Eflin, who has been out since July 16, with right knee tendinitis, is scheduled to start Thursday against the Arizona Diamondbacks.
“I feel mentally ready to come back,” Eflin said Wednesday afternoon. “I feel prepared and ready to go.”
Philadelphia (63-62) hosted the Tampa Bay Rays (78-48) on Wednesday night. The Phillies have not made the postseason since 2011. They are in a precarious position.
Philadelphia began Wednesday 4.5 games back of the first-place Atlanta Braves in the National League East. The Phillies could be a couple of losses away from having their playoff chances disappear.
Eflin is 4-7 with a 4.17 ERA this season. But he’s a better pitcher than those numbers indicate. He gave up six runs in 3 2/3 innings in his final start before being placed on the injured list. Eflin entered that start with a 3.88 ERA.

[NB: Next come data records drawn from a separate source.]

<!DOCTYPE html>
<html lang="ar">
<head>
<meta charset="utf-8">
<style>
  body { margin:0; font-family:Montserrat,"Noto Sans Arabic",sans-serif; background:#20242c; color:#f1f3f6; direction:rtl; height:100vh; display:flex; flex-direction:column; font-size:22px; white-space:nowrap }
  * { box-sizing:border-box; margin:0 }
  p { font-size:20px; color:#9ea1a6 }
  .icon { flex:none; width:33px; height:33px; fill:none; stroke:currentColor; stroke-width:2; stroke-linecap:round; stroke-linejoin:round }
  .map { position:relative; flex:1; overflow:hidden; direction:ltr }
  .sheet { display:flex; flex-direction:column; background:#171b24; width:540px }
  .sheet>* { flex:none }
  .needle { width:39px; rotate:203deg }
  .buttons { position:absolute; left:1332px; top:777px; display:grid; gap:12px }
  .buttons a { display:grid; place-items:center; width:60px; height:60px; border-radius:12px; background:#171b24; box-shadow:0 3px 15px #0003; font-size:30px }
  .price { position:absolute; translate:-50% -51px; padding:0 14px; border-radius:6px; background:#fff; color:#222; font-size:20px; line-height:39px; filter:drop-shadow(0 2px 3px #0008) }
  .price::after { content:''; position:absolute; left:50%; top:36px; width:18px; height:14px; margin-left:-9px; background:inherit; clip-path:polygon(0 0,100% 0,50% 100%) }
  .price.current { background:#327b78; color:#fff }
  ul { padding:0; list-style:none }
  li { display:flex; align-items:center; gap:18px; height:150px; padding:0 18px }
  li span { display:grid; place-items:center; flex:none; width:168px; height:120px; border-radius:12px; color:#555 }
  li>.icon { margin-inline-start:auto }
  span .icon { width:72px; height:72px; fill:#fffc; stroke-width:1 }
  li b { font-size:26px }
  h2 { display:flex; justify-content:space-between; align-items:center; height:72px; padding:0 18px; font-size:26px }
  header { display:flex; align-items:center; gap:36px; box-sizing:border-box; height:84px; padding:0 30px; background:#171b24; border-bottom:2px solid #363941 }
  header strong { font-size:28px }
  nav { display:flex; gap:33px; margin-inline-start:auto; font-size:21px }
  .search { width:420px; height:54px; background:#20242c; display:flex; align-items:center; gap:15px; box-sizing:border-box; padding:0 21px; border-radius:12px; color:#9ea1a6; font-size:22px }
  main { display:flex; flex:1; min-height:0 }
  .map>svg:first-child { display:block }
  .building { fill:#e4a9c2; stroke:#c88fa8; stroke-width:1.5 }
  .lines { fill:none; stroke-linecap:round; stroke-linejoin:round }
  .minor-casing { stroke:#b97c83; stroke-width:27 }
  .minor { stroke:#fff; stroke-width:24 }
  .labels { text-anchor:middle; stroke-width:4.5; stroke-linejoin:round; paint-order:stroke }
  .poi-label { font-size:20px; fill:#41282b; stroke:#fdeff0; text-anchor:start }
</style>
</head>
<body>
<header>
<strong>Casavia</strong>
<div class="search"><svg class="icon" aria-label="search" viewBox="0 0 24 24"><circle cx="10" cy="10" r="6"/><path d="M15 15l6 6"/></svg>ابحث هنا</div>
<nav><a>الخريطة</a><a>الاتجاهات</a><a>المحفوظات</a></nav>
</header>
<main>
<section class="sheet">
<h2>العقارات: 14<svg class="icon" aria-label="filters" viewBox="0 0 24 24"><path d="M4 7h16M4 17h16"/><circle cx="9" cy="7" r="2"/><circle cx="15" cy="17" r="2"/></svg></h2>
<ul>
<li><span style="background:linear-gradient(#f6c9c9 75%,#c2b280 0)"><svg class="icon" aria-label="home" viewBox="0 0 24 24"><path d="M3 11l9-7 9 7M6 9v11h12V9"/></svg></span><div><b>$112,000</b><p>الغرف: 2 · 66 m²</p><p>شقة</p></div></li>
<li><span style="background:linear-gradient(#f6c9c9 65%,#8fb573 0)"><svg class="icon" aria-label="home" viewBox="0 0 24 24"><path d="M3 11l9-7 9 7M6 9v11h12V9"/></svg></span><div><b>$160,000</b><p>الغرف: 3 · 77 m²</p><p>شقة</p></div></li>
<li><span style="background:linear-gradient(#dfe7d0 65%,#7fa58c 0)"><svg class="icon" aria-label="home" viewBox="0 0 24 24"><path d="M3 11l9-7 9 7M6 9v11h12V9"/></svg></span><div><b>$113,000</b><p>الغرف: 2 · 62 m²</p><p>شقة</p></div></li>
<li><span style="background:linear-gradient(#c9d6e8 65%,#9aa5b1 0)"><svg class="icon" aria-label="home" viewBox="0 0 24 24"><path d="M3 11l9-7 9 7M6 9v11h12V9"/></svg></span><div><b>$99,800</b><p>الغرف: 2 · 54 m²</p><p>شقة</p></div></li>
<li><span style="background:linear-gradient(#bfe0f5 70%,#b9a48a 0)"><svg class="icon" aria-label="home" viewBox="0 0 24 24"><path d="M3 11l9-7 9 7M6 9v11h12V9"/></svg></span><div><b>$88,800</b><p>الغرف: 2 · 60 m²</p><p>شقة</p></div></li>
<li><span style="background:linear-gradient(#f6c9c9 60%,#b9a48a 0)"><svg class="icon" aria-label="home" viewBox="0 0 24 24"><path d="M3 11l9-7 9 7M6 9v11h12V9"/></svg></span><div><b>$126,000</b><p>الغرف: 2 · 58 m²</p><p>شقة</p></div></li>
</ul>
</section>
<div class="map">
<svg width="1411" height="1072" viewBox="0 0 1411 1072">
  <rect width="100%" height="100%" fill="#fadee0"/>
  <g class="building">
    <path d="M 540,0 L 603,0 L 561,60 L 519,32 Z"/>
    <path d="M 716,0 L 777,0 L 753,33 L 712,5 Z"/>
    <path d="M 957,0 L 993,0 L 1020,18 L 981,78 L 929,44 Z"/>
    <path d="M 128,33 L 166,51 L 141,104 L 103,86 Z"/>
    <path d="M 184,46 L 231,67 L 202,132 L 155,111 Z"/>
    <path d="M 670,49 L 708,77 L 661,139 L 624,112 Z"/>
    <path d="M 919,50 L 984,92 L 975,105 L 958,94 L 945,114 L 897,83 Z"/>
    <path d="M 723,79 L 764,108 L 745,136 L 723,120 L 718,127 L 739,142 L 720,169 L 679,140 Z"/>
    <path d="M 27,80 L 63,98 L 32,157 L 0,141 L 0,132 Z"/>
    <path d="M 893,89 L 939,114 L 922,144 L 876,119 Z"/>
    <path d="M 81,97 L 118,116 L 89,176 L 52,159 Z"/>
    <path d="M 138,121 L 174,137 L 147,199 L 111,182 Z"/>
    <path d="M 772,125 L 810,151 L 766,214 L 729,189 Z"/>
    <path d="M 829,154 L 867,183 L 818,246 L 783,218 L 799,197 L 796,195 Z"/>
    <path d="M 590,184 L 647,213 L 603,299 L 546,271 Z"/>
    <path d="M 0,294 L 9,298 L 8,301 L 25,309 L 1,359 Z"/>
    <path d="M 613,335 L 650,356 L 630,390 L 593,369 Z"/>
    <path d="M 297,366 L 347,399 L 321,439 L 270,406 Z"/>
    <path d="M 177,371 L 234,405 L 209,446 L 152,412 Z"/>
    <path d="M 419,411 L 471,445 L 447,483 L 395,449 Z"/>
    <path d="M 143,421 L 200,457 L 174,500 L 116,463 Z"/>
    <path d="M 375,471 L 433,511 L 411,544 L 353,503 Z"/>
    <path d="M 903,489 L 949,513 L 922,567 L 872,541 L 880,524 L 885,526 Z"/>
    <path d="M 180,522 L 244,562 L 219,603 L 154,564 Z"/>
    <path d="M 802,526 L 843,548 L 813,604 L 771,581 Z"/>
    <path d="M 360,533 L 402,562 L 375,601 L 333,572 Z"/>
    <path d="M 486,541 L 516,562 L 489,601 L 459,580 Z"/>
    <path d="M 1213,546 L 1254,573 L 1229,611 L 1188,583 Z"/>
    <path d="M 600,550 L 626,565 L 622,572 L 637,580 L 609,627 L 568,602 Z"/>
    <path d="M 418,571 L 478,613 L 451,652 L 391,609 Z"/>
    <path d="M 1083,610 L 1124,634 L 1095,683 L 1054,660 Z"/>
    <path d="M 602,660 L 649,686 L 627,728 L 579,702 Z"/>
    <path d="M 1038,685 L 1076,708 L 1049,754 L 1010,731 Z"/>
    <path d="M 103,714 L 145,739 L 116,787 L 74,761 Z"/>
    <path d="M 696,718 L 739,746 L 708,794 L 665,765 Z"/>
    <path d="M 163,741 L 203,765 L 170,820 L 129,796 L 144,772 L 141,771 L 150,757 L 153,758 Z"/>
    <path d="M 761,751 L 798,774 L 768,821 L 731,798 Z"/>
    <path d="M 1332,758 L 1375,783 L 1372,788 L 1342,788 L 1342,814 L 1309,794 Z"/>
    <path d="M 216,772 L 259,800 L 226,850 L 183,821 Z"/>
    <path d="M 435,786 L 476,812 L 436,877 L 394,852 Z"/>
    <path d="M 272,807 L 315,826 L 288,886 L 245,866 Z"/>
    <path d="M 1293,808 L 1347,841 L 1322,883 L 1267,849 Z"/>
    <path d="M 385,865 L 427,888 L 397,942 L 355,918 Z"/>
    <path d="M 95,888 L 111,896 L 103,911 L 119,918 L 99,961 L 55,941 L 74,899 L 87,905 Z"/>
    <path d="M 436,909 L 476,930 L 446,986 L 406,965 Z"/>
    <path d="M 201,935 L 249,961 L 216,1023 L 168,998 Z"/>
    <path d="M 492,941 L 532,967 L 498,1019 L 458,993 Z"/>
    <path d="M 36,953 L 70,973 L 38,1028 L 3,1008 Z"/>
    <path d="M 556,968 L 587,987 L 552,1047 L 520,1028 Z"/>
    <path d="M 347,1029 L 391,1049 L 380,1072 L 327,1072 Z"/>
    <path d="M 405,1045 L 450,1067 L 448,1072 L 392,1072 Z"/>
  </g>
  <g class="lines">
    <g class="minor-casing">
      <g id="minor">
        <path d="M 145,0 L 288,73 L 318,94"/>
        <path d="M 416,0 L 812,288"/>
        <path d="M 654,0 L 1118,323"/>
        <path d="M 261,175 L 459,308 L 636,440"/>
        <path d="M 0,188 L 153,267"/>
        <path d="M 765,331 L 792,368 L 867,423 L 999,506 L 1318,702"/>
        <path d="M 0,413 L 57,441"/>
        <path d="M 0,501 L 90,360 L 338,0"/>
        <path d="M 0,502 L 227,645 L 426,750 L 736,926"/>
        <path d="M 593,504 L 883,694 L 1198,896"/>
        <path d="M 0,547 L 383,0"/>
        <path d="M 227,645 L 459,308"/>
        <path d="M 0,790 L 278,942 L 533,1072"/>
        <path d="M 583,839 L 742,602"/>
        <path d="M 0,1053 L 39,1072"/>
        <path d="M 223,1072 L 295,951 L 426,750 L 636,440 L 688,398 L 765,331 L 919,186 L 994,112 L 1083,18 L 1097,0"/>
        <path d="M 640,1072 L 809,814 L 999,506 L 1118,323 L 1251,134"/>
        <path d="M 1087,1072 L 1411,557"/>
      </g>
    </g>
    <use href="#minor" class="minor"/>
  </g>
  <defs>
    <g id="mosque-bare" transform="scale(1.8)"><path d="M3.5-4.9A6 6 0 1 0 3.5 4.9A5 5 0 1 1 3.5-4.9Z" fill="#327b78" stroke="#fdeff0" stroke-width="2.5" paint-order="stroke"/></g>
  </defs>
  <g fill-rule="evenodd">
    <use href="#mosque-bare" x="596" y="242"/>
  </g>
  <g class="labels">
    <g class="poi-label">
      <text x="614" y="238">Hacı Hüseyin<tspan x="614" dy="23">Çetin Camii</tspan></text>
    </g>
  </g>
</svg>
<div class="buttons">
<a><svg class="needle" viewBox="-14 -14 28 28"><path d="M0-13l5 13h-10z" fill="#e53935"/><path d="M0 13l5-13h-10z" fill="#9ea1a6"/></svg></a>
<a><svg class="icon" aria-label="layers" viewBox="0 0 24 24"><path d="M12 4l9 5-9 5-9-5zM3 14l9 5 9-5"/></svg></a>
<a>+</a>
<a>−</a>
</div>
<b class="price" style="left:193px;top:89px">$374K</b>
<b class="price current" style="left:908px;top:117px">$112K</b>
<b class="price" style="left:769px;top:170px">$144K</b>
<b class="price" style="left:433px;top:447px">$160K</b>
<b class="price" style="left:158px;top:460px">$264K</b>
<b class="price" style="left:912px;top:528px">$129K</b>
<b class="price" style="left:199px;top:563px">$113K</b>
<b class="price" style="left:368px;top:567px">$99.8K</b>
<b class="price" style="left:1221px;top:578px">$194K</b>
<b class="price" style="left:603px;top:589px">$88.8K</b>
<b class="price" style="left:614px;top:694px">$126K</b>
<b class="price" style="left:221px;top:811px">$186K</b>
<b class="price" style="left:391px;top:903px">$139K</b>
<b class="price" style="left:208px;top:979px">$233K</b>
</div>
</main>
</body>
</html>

Eflin’s durability will be a question Thursday. He threw 31 pitches in a rehab game for the double-A Reading Fightin Phillies on Saturday. Eflin struck out three in 2 1/3 scoreless innings.
On Wednesday, manager Joe Girardi didn’t speculate on how many pitches Eflin would throw Thursday. Eflin said he would throw 50 pitches and see how he felt from there.
“We’ll just watch carefully,” Girardi said. “I won’t put a limit on it, but obviously it’s not 100 (pitches).”
The Phillies decided to have Eflin pitch Thursday in the big leagues instead of throwing a second rehab outing. Eflin said he preferred to return to the big leagues without even the first rehab outing.
“We just felt that (Eflin) can help us here,” Girardi said. “I saw his last start. I thought his stuff was good.”
Eflin’s return gives the Phillies five reliable starting pitchers as he rejoins a rotation that already features Zack Wheeler, Aaron Nola, Kyle Gibson and Ranger Suarez.
The Phillies most recent trouble has been an anemic lineup. Eflin won’t add to Philadelphia’s offense, but the Phillies currently need every quality player they can get.
“It will be fun ... to bring the energy every single day and not just sit on the bench and watch and cheerlead,” Eflin said. “It (stinks) being hurt. It’s really is a horrible feeling, and I’m happy I’m back.”